:: Given information

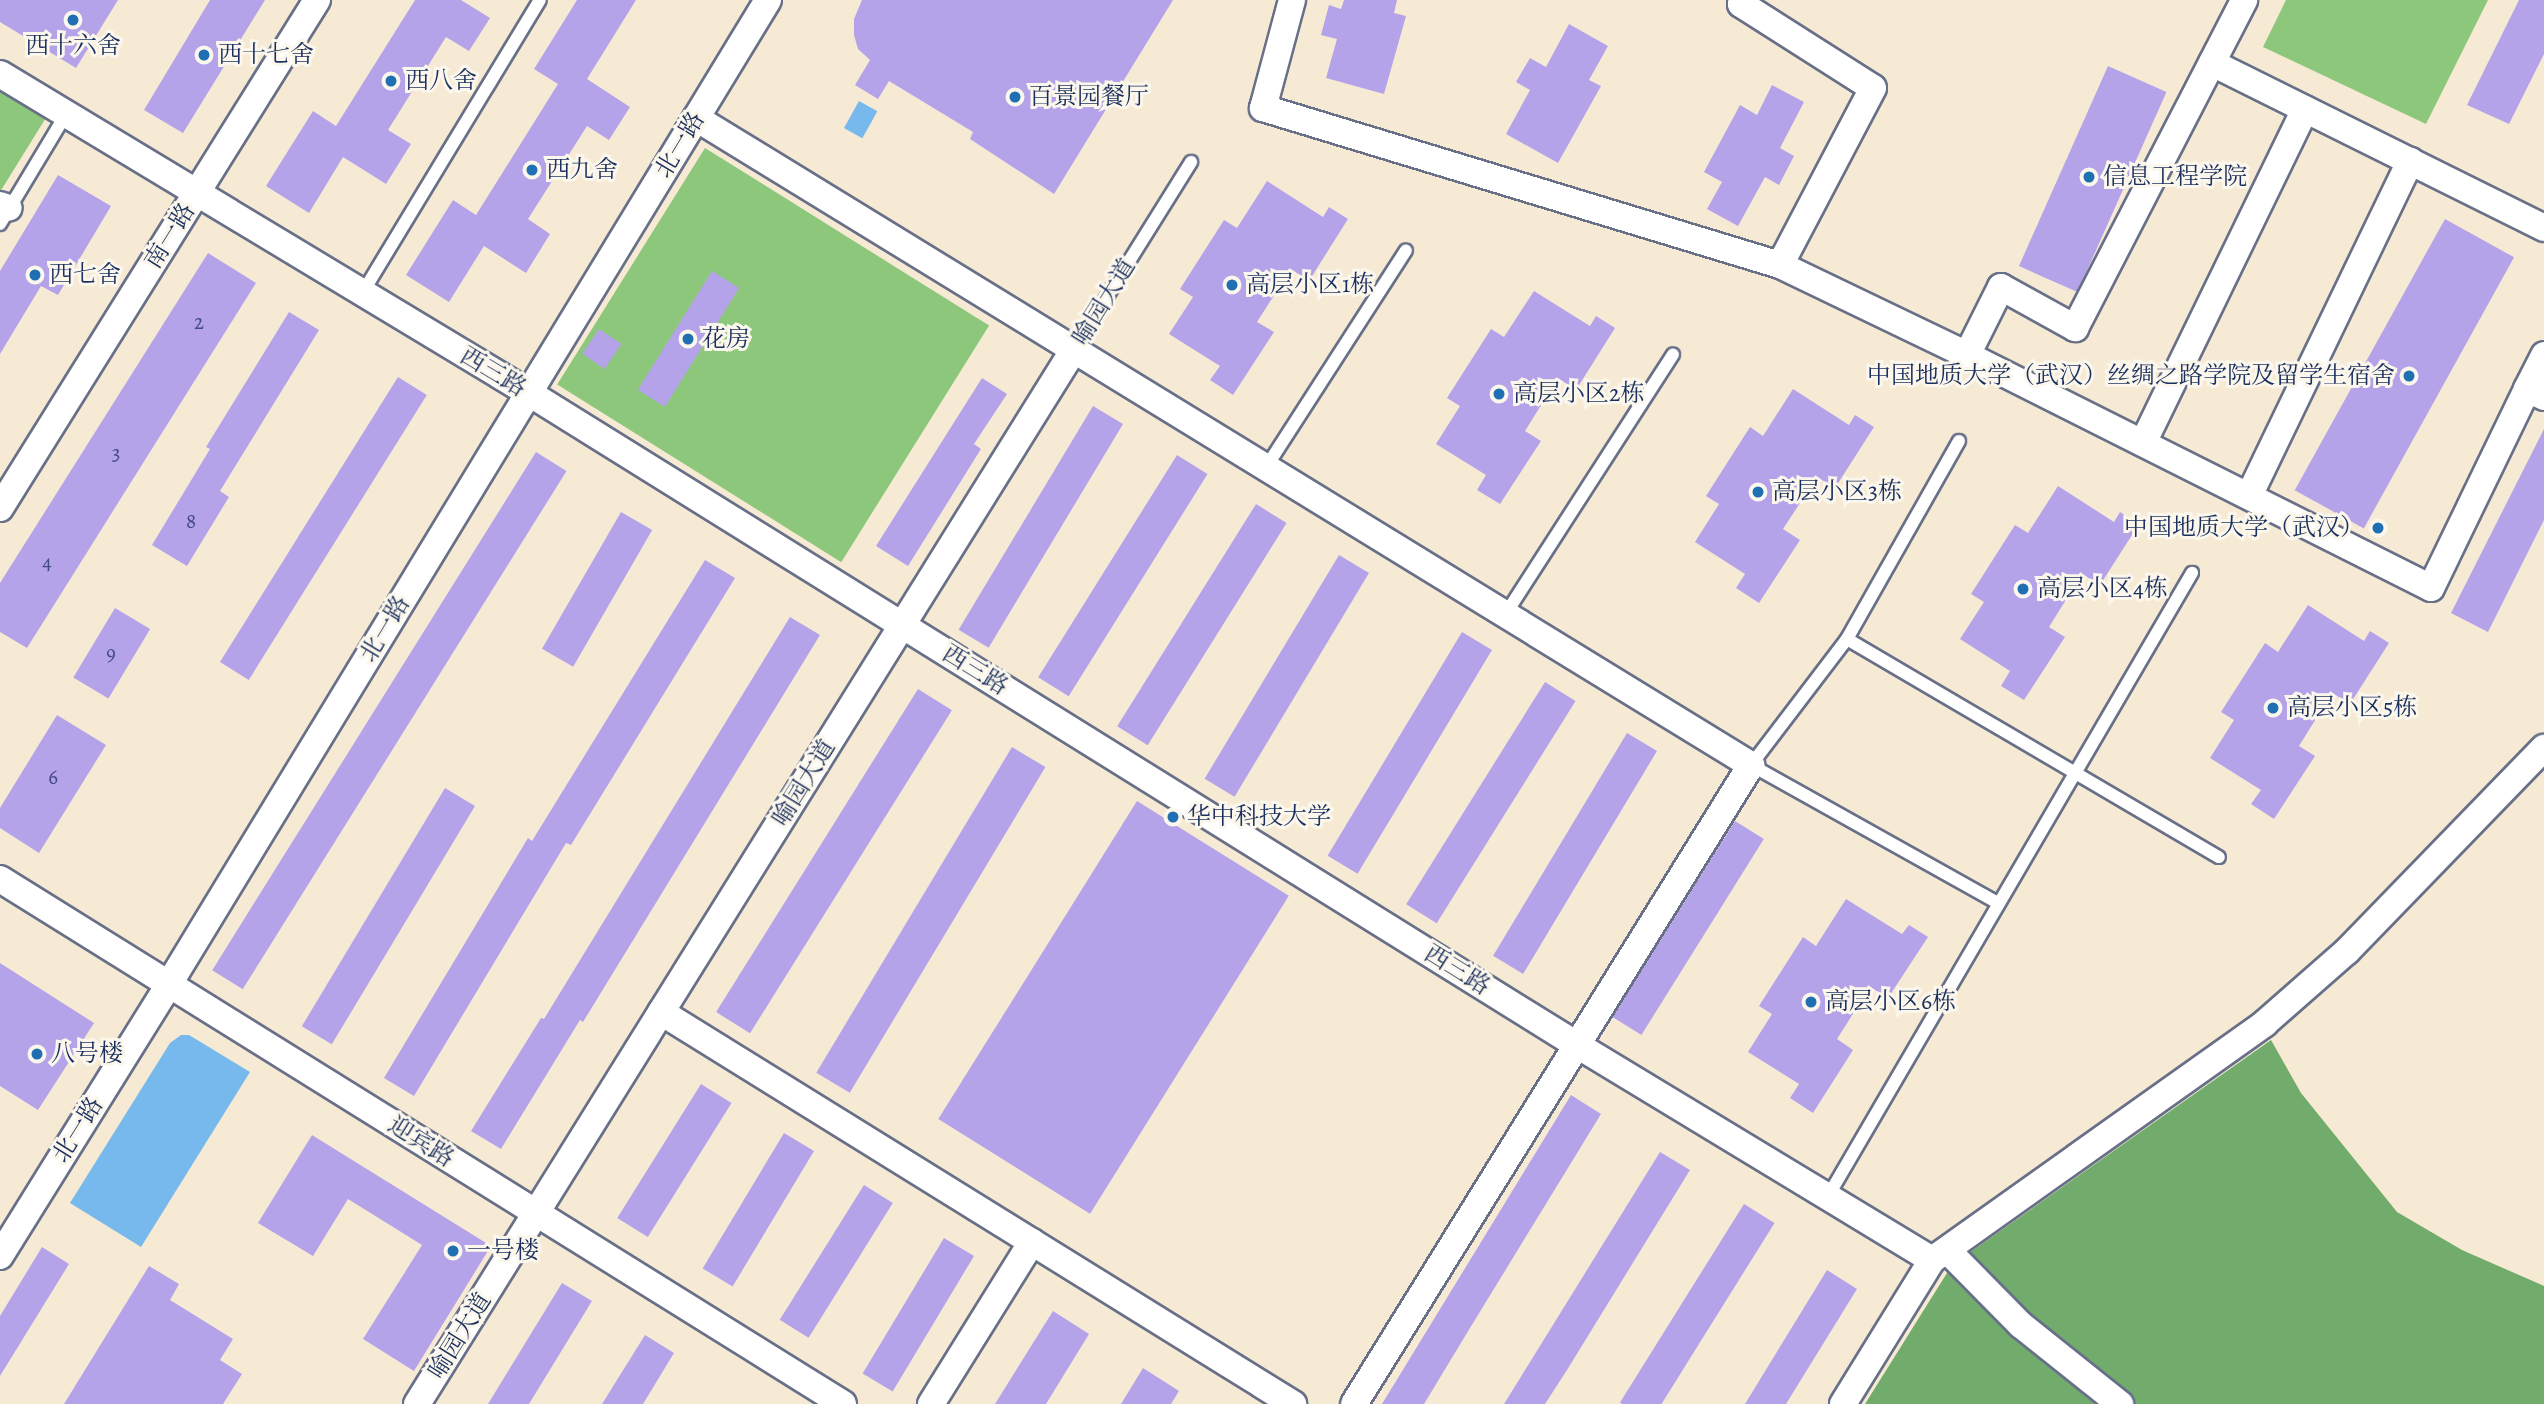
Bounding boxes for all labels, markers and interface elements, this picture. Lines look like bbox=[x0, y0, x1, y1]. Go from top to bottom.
marker: 西十六舍 bbox=[65, 12, 81, 28]
place label: 西十六舍 bbox=[25, 32, 121, 60]
place label: 西十七舍 bbox=[218, 41, 314, 69]
marker: 西十七舍 bbox=[196, 47, 212, 63]
place label: 西八舍 bbox=[405, 67, 477, 95]
marker: 西八舍 bbox=[383, 73, 399, 89]
place label: 百景园餐厅 bbox=[1029, 83, 1149, 111]
marker: 百景园餐厅 bbox=[1007, 89, 1023, 105]
street label: 北一路 bbox=[649, 107, 711, 183]
place label: 西九舍 bbox=[546, 156, 618, 184]
marker: 西九舍 bbox=[524, 162, 540, 178]
place label: 信息工程学院 bbox=[2103, 163, 2247, 191]
marker: 信息工程学院 bbox=[2081, 169, 2097, 185]
street label: 南一路 bbox=[139, 198, 201, 274]
street label: 喻园大道 bbox=[1066, 254, 1142, 350]
place label: 西七舍 bbox=[49, 261, 121, 289]
marker: 西七舍 bbox=[27, 267, 43, 283]
place label: 高层小区1栋 bbox=[1246, 271, 1374, 299]
marker: 高层小区1栋 bbox=[1224, 277, 1240, 293]
house number: 2 bbox=[194, 309, 204, 335]
place label: 花房 bbox=[702, 325, 750, 353]
marker: 花房 bbox=[680, 331, 696, 347]
street label: 西三路 bbox=[455, 341, 531, 403]
place label: 中国地质大学（武汉）丝绸之路学院及留学生宿舍 bbox=[1867, 362, 2395, 390]
marker: 中国地质大学（武汉）丝绸之路学院及留学生宿舍 bbox=[2401, 368, 2417, 384]
place label: 高层小区2栋 bbox=[1513, 380, 1644, 408]
marker: 高层小区2栋 bbox=[1491, 386, 1507, 402]
house number: 3 bbox=[112, 440, 120, 466]
place label: 高层小区3栋 bbox=[1772, 478, 1902, 506]
marker: 高层小区3栋 bbox=[1750, 484, 1766, 500]
house number: 8 bbox=[186, 508, 196, 534]
place label: 中国地质大学（武汉） bbox=[2124, 514, 2364, 542]
marker: 中国地质大学（武汉） bbox=[2370, 520, 2386, 536]
house number: 4 bbox=[42, 549, 52, 575]
place label: 高层小区4栋 bbox=[2037, 575, 2168, 603]
marker: 高层小区4栋 bbox=[2015, 581, 2031, 597]
street label: 北一路 bbox=[354, 591, 416, 667]
street label: 西三路 bbox=[937, 639, 1013, 701]
house number: 9 bbox=[106, 640, 116, 666]
place label: 高层小区5栋 bbox=[2287, 694, 2417, 722]
marker: 高层小区5栋 bbox=[2265, 700, 2281, 716]
street label: 喻园大道 bbox=[766, 735, 842, 831]
house number: 6 bbox=[48, 764, 58, 790]
place label: 华中科技大学 bbox=[1187, 803, 1331, 831]
marker: 华中科技大学 bbox=[1165, 809, 1181, 825]
street label: 西三路 bbox=[1419, 939, 1495, 1001]
place label: 高层小区6栋 bbox=[1825, 988, 1956, 1016]
marker: 高层小区6栋 bbox=[1803, 994, 1819, 1010]
place label: 八号楼 bbox=[51, 1040, 123, 1068]
marker: 八号楼 bbox=[29, 1046, 45, 1062]
street label: 北一路 bbox=[47, 1092, 109, 1168]
street label: 迎宾路 bbox=[383, 1111, 459, 1173]
place label: 一号楼 bbox=[467, 1237, 539, 1265]
marker: 一号楼 bbox=[445, 1243, 461, 1259]
street label: 喻园大道 bbox=[422, 1288, 498, 1384]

::::

Return the material exactly as it reads, though without the pictures it holds.

* Result:
Bounding boxes for all labels, markers and interface elements, this picture. Lines look like bbox=[x0, y0, x1, y1]. Go from top to bottom.
marker: 西十六舍 bbox=[65, 12, 81, 28]
place label: 西十六舍 bbox=[25, 32, 121, 60]
place label: 西十七舍 bbox=[218, 41, 314, 69]
marker: 西十七舍 bbox=[196, 47, 212, 63]
place label: 西八舍 bbox=[405, 67, 477, 95]
marker: 西八舍 bbox=[383, 73, 399, 89]
place label: 百景园餐厅 bbox=[1029, 83, 1149, 111]
marker: 百景园餐厅 bbox=[1007, 89, 1023, 105]
street label: 北一路 bbox=[649, 107, 711, 183]
place label: 西九舍 bbox=[546, 156, 618, 184]
marker: 西九舍 bbox=[524, 162, 540, 178]
place label: 信息工程学院 bbox=[2103, 163, 2247, 191]
marker: 信息工程学院 bbox=[2081, 169, 2097, 185]
street label: 南一路 bbox=[139, 198, 201, 274]
street label: 喻园大道 bbox=[1066, 254, 1142, 350]
place label: 西七舍 bbox=[49, 261, 121, 289]
marker: 西七舍 bbox=[27, 267, 43, 283]
place label: 高层小区1栋 bbox=[1246, 271, 1374, 299]
marker: 高层小区1栋 bbox=[1224, 277, 1240, 293]
house number: 2 bbox=[194, 309, 204, 335]
place label: 花房 bbox=[702, 325, 750, 353]
marker: 花房 bbox=[680, 331, 696, 347]
street label: 西三路 bbox=[455, 341, 531, 403]
place label: 中国地质大学（武汉）丝绸之路学院及留学生宿舍 bbox=[1867, 362, 2395, 390]
marker: 中国地质大学（武汉）丝绸之路学院及留学生宿舍 bbox=[2401, 368, 2417, 384]
place label: 高层小区2栋 bbox=[1513, 380, 1644, 408]
marker: 高层小区2栋 bbox=[1491, 386, 1507, 402]
house number: 3 bbox=[112, 440, 120, 466]
place label: 高层小区3栋 bbox=[1772, 478, 1902, 506]
marker: 高层小区3栋 bbox=[1750, 484, 1766, 500]
house number: 8 bbox=[186, 508, 196, 534]
place label: 中国地质大学（武汉） bbox=[2124, 514, 2364, 542]
marker: 中国地质大学（武汉） bbox=[2370, 520, 2386, 536]
house number: 4 bbox=[42, 549, 52, 575]
place label: 高层小区4栋 bbox=[2037, 575, 2168, 603]
marker: 高层小区4栋 bbox=[2015, 581, 2031, 597]
street label: 北一路 bbox=[354, 591, 416, 667]
street label: 西三路 bbox=[937, 639, 1013, 701]
house number: 9 bbox=[106, 640, 116, 666]
place label: 高层小区5栋 bbox=[2287, 694, 2417, 722]
marker: 高层小区5栋 bbox=[2265, 700, 2281, 716]
street label: 喻园大道 bbox=[766, 735, 842, 831]
house number: 6 bbox=[48, 764, 58, 790]
place label: 华中科技大学 bbox=[1187, 803, 1331, 831]
marker: 华中科技大学 bbox=[1165, 809, 1181, 825]
street label: 西三路 bbox=[1419, 939, 1495, 1001]
place label: 高层小区6栋 bbox=[1825, 988, 1956, 1016]
marker: 高层小区6栋 bbox=[1803, 994, 1819, 1010]
place label: 八号楼 bbox=[51, 1040, 123, 1068]
marker: 八号楼 bbox=[29, 1046, 45, 1062]
street label: 北一路 bbox=[47, 1092, 109, 1168]
street label: 迎宾路 bbox=[383, 1111, 459, 1173]
place label: 一号楼 bbox=[467, 1237, 539, 1265]
marker: 一号楼 bbox=[445, 1243, 461, 1259]
street label: 喻园大道 bbox=[422, 1288, 498, 1384]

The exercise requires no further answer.